Visualizing Results

When debugging it’s usually helpful to be able to see what went wrong. Textractor offers simple API to see your output that can help a lot when developing heuristics.

Installation

To begin, install the amazon-textract-textractor package using pip.

pip install amazon-textract-textractor

There are various sets of dependencies available to tailor your installation to your use case.
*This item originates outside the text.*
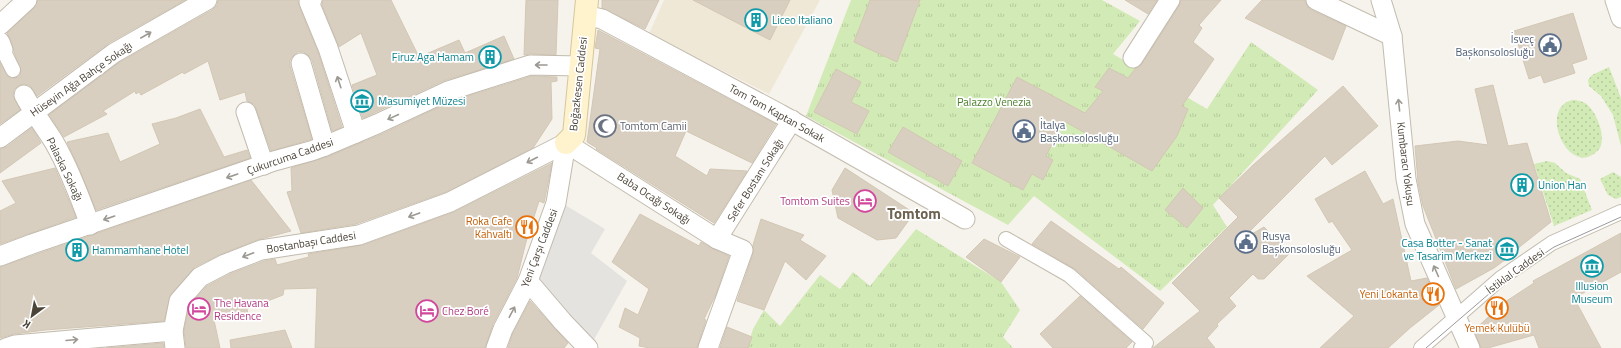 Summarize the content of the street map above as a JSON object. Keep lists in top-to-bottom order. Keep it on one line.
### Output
{"streets":{"main road":["Boğazkesen Caddesi"],"street":["Hüseyin Ağa Bahçe Sokağı","Tom Tom Kaptan Sokak","Çukurcuma Caddesi","Kumbaracı Yokuşu","Palaska Sokağı","Sefer Bostanı Sokağı","Baba Ocağı Sokağı","Bostanbaşı Caddesi","Yeni Çarşı Caddesi","İstiklal Caddesi"]},"crossings":[["Hüseyin Ağa Bahçe Sokağı","Palaska Sokağı"],["Boğazkesen Caddesi","Tom Tom Kaptan Sokak"],["Boğazkesen Caddesi","Çukurcuma Caddesi"],["Boğazkesen Caddesi","Baba Ocağı Sokağı"],["Boğazkesen Caddesi","Bostanbaşı Caddesi"],["Boğazkesen Caddesi","Yeni Çarşı Caddesi"],["Tom Tom Kaptan Sokak","Sefer Bostanı Sokağı"],["Çukurcuma Caddesi","Palaska Sokağı"],["Kumbaracı Yokuşu","İstiklal Caddesi"],["Sefer Bostanı Sokağı","Baba Ocağı Sokağı"],["Baba Ocağı Sokağı","Bostanbaşı Caddesi"],["Baba Ocağı Sokağı","Yeni Çarşı Caddesi"],["Bostanbaşı Caddesi","Yeni Çarşı Caddesi"]],"one_way":["Hüseyin Ağa Bahçe Sokağı","Çukurcuma Caddesi","Kumbaracı Yokuşu","Bostanbaşı Caddesi"],"districts":["Tomtom"],"parks":["Palazzo Venezia"],"places":{"building":["Liceo Italiano","Firuz Aga Hamam","Union Han","Hammamhane Hotel"],"public building":["İsveç Başkonsolosluğu","İtalya Başkonsolosluğu","Rusya Başkonsolosluğu"],"museum":["Masumiyet Müzesi","Casa Botter - Sanat ve Tasarim Merkezi","Illusion Museum"],"mosque":["Tomtom Camii"],"hotel":["Tomtom Suites","The Havana Residence","Chez Boré"],"restaurant":["Roka Cafe Kahvaltı","Yeni Lokanta","Yemek Kulübü"]},"north":"bottom left"}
The base package will have sensible default, but you may want to install the PDF extra dependencies if your workflow uses PDFs with pip install amazon-textract-textractor[pdf]. You can read more on extra dependencies in the documentation

Calling Textract

[1]:
import os
from PIL import Image
from textractor import Textractor
from textractor.data.constants import TextractFeatures

extractor = Textractor(profile_name="default")
document = extractor.analyze_document(
    file_source=Image.open("../../../tests/fixtures/form.png"),
    features=[TextractFeatures.FORMS, TextractFeatures.TABLES],
    save_image=True,
)

Let’s look at the asset.

[2]:
Image.open("../../../tests/fixtures/form.png")
[2]:
../_images/notebooks_visualizing_results_3_0.png
[3]:
document
[3]:
This document holds the following data:
Pages - 1
Words - 494
Lines - 129
Key-values - 20
Checkboxes - 29
Tables - 1
Identity Documents - 0
Expense Documents - 0
[4]:
document.checkboxes.visualize()
[4]:
../_images/notebooks_visualizing_results_5_0.png
[5]:
document.key_values.visualize()
[5]:
../_images/notebooks_visualizing_results_6_0.png

Visualizing Tables

Tables can be visualized as well (here) in purple.

[8]:
document.tables.visualize()
[8]:
../_images/notebooks_visualizing_results_11_0.png

Conclusion

Textractor packs visualization utilities that help you understand the Textract output to implement better heuristics.